▶ **PROBLEM STATEMENT**
Once you reach the line containing "flex:none; width:38px; height:38px;" in the entries below, write out that line and each one after it down to the line containing "display:grid; place-items:center; width:63px;", exactly and with nothing added.
------ GIVEN ENTRIES ------
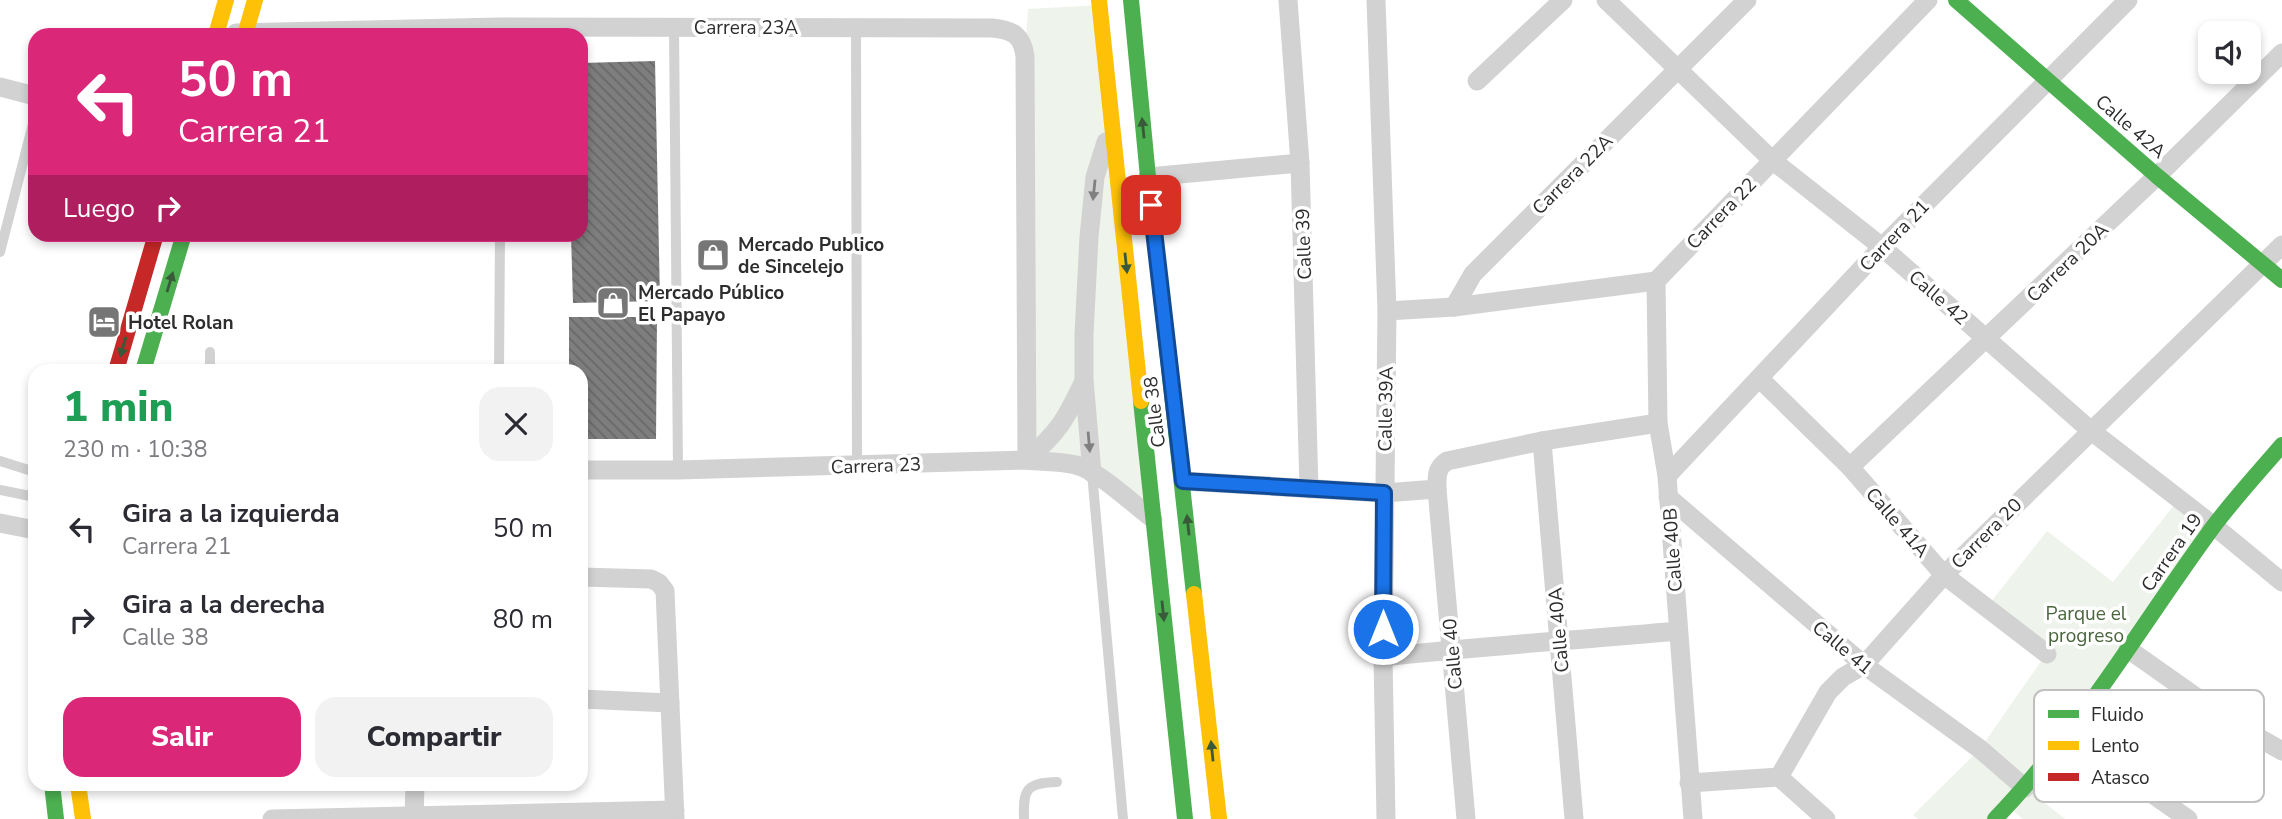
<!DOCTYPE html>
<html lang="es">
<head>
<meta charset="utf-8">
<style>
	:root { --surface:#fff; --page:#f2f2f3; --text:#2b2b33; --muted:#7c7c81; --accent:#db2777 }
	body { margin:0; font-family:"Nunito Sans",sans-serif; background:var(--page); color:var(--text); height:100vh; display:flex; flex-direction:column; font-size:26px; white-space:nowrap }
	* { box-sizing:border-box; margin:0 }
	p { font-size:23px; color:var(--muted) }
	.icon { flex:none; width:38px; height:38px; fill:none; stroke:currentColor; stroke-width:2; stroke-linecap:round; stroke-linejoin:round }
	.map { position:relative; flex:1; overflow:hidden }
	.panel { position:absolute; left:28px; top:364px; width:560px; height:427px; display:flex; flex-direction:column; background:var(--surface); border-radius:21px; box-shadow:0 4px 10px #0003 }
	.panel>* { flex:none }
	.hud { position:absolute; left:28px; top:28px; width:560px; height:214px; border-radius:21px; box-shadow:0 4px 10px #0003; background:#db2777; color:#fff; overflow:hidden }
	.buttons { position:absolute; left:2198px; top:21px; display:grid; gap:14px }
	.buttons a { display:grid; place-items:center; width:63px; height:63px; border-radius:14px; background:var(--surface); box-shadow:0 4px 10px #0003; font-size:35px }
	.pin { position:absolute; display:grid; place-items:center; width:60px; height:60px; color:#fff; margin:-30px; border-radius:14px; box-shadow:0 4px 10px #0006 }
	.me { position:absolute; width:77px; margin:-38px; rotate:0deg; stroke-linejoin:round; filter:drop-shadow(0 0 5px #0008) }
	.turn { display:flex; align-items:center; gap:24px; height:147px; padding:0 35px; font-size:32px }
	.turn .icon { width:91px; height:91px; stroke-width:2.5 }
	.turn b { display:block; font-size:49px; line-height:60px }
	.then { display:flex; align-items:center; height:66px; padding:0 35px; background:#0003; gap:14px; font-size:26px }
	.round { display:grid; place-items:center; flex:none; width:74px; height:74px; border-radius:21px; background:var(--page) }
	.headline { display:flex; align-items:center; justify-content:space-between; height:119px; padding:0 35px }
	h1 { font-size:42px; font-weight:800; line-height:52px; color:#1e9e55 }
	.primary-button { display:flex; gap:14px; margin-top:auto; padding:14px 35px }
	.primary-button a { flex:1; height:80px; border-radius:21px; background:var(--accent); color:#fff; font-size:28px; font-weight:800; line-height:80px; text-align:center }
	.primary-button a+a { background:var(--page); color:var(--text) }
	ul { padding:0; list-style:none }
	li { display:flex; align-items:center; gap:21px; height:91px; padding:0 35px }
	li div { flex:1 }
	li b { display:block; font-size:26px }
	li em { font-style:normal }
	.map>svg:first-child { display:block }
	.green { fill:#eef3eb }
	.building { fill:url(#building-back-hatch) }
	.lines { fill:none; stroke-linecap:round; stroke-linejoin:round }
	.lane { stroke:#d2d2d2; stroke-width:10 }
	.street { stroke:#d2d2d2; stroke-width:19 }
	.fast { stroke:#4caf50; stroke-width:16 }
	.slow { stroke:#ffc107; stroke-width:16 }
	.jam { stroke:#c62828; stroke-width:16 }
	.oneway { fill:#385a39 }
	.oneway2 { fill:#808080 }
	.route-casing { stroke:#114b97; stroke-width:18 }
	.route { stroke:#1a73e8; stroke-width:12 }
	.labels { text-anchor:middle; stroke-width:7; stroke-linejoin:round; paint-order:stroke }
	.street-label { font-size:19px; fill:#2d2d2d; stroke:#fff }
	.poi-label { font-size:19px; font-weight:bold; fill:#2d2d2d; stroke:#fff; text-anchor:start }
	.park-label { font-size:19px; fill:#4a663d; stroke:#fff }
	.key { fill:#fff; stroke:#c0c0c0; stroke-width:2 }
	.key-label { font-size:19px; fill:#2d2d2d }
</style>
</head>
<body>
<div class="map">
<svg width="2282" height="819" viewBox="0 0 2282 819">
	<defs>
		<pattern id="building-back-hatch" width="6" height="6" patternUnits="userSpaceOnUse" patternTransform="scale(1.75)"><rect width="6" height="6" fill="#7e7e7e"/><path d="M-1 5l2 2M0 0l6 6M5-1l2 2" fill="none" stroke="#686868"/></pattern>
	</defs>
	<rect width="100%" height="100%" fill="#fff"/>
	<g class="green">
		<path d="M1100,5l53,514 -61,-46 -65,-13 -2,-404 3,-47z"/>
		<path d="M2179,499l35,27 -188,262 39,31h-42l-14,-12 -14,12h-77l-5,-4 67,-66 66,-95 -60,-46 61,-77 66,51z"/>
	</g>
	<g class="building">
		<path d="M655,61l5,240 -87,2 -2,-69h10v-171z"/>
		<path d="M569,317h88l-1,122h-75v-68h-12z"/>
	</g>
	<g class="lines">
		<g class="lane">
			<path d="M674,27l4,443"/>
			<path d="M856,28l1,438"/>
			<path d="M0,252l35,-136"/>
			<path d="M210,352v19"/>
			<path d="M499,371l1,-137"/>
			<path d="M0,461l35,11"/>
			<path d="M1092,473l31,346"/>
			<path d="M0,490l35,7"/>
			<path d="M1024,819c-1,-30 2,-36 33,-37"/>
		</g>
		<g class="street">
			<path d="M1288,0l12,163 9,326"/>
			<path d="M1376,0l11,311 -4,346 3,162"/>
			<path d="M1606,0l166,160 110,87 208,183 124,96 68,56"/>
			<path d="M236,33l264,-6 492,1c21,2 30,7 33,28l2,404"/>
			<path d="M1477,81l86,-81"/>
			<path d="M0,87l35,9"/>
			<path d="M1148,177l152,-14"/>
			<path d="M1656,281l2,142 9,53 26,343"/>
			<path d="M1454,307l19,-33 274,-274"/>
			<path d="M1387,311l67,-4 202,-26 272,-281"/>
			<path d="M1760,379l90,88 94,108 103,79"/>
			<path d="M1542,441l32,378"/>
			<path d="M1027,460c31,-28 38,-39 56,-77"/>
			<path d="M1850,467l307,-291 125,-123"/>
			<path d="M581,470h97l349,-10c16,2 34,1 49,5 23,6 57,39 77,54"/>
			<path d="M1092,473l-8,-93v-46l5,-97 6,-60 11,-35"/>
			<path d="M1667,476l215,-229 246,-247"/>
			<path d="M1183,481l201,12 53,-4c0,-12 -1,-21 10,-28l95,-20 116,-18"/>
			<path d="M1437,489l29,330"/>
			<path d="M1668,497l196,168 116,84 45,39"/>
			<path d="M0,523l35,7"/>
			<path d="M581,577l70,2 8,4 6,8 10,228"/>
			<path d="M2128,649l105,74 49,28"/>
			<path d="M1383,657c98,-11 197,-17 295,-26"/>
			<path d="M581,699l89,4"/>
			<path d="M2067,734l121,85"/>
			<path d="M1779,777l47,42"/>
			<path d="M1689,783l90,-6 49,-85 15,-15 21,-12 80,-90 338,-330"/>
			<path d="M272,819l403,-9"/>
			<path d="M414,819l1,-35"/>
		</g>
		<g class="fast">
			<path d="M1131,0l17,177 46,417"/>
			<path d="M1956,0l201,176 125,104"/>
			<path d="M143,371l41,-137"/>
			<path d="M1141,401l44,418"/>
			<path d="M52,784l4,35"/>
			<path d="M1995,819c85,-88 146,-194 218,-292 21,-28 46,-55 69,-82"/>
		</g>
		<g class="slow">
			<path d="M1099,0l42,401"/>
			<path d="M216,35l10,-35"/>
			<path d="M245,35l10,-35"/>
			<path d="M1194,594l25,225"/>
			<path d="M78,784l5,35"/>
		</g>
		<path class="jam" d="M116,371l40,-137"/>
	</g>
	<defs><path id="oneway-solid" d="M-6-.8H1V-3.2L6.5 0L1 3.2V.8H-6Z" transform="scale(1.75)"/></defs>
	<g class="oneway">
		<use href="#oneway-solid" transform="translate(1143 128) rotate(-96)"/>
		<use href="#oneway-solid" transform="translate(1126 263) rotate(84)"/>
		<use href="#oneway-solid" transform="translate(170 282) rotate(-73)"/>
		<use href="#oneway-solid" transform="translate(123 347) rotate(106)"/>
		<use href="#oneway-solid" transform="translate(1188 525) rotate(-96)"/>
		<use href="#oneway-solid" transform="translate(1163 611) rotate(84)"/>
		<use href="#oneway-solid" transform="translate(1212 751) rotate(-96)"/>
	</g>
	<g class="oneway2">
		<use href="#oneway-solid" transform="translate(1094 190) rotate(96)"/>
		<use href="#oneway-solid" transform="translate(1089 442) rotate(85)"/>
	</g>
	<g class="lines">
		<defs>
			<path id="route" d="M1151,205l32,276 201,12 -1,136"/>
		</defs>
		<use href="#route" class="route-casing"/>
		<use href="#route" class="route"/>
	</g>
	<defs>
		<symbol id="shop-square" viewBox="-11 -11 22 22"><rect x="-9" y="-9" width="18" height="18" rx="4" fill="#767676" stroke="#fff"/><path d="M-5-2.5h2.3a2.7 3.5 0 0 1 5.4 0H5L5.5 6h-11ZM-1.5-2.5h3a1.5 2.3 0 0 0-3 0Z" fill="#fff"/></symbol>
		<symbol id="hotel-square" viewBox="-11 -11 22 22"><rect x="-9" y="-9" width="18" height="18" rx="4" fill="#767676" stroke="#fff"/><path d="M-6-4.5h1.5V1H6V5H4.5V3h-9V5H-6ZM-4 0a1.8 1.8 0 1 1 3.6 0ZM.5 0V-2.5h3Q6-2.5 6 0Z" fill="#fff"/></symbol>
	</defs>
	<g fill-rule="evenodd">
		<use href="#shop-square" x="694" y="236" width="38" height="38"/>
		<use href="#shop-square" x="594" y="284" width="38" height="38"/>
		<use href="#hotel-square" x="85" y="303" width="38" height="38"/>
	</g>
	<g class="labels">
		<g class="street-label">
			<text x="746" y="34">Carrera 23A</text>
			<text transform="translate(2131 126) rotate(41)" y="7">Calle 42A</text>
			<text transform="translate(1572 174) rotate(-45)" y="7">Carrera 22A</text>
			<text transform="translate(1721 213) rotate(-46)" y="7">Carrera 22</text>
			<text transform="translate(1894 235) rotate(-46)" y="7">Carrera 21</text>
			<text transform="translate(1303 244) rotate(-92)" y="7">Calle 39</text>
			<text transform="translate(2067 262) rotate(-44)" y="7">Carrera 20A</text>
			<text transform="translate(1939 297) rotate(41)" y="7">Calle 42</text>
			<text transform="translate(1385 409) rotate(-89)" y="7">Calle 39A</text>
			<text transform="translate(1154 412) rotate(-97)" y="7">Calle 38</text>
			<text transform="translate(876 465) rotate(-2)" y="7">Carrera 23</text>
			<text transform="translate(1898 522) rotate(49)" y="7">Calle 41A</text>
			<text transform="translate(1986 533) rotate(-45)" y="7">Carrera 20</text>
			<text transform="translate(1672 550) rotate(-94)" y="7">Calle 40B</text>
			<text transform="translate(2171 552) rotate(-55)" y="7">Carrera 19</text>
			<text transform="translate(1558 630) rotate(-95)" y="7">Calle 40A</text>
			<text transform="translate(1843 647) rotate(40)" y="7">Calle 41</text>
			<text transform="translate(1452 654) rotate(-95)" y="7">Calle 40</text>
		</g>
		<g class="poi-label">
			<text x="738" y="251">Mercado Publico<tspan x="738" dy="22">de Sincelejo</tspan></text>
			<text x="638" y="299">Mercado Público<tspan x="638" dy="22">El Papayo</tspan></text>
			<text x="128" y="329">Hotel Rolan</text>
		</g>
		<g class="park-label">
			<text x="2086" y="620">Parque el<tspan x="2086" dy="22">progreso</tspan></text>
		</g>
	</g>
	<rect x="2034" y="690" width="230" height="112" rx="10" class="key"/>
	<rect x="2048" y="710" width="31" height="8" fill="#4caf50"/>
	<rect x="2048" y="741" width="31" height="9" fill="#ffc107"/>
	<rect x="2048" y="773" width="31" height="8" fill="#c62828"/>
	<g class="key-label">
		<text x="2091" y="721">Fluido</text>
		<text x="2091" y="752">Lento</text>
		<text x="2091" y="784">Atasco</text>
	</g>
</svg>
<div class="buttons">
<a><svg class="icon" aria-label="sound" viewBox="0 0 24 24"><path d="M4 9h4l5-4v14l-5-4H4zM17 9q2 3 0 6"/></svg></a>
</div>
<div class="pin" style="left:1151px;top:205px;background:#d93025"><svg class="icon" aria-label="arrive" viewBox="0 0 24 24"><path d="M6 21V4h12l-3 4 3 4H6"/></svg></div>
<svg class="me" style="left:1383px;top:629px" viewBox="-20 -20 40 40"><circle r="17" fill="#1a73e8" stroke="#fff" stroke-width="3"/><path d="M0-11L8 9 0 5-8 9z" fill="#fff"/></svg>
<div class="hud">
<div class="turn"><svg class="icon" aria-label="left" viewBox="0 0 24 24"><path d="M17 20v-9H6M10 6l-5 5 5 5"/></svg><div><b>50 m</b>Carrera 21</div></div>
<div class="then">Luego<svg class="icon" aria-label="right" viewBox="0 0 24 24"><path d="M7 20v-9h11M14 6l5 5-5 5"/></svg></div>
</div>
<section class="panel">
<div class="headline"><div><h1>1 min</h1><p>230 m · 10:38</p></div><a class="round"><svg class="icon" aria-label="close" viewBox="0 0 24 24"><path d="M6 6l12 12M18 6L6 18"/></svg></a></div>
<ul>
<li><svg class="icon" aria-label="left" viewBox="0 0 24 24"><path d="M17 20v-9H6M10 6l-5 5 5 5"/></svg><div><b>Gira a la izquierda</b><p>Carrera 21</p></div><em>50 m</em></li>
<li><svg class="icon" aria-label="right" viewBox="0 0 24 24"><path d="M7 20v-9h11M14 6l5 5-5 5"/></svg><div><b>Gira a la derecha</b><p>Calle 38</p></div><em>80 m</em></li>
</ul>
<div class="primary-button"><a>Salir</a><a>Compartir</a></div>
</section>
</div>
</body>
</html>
------
▶ **TASK OUTPUT**
	.icon { flex:none; width:38px; height:38px; fill:none; stroke:currentColor; stroke-width:2; stroke-linecap:round; stroke-linejoin:round }
	.map { position:relative; flex:1; overflow:hidden }
	.panel { position:absolute; left:28px; top:364px; width:560px; height:427px; display:flex; flex-direction:column; background:var(--surface); border-radius:21px; box-shadow:0 4px 10px #0003 }
	.panel>* { flex:none }
	.hud { position:absolute; left:28px; top:28px; width:560px; height:214px; border-radius:21px; box-shadow:0 4px 10px #0003; background:#db2777; color:#fff; overflow:hidden }
	.buttons { position:absolute; left:2198px; top:21px; display:grid; gap:14px }
	.buttons a { display:grid; place-items:center; width:63px; height:63px; border-radius:14px; background:var(--surface); box-shadow:0 4px 10px #0003; font-size:35px }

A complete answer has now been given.